In particular, the current average rate on Belgian customers' savings deposits is 0.37%, despite the fact that the rate earned by Belgian banks from parking their excess cash overnight at Belgium's central bank (the ECB's 'deposit facility rate') is 3.25%.

This discrepancy has led some members of Belgium's Vivaldi Federal Government coalition – including, most notably, Flemish social democratic party Vooruit – to propose enforcing a rate increase by indexing the minimum savings rate to the ECB's deposit facility rate.

An 'ill-considered intervention'?

Belgian banks have vigorously pushed back against such proposals, however. Febelfin, the Belgian financial sector federation, said last month that any mandated increase would be an "ill-considered intervention" which could "profoundly affect the stability of the banking sector."
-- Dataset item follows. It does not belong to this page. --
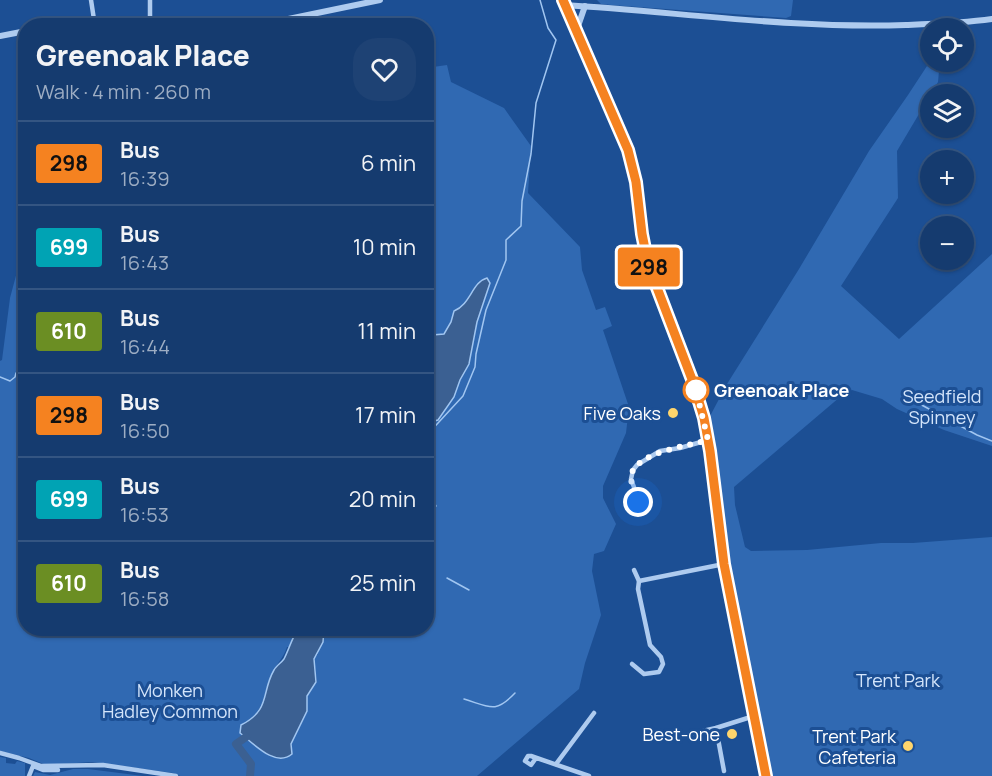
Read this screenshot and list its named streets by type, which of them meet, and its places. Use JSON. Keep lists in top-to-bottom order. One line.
{"parks":["Seedfield Spinney","Trent Park","Monken Hadley Common"],"places":["Greenoak Place","Five Oaks","Best-one","Trent Park Cafeteria"],"lines":["bus line 298"],"page":{"on_map":"298","map_buttons":["+","−"],"heading":["Greenoak Place","Walk · 4 min · 260 m"],"list":[{"mark":"298","name":"Bus","note":"16:39","value":"6 min"},{"mark":"699","name":"Bus","note":"16:43","value":"10 min"},{"mark":"610","name":"Bus","note":"16:44","value":"11 min"},{"mark":"298","name":"Bus","note":"16:50","value":"17 min"},{"mark":"699","name":"Bus","note":"16:53","value":"20 min"},{"mark":"610","name":"Bus","note":"16:58","value":"25 min"}]}}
Febelfin's remarks were partially corroborated by a report published on Friday by the National Bank of Belgium (NBB), which warned that such legislation could have "far-reaching consequences for banks' profitability, interest rate risk management and solvency and, by extension, financial stability."

Instead, the NBB recommended that Belgium's banks implement rate hikes themselves. Above all, they should "continue working towards a gradual increase in the remuneration of regulated savings accounts, which should eventually be closer to the ECB rate."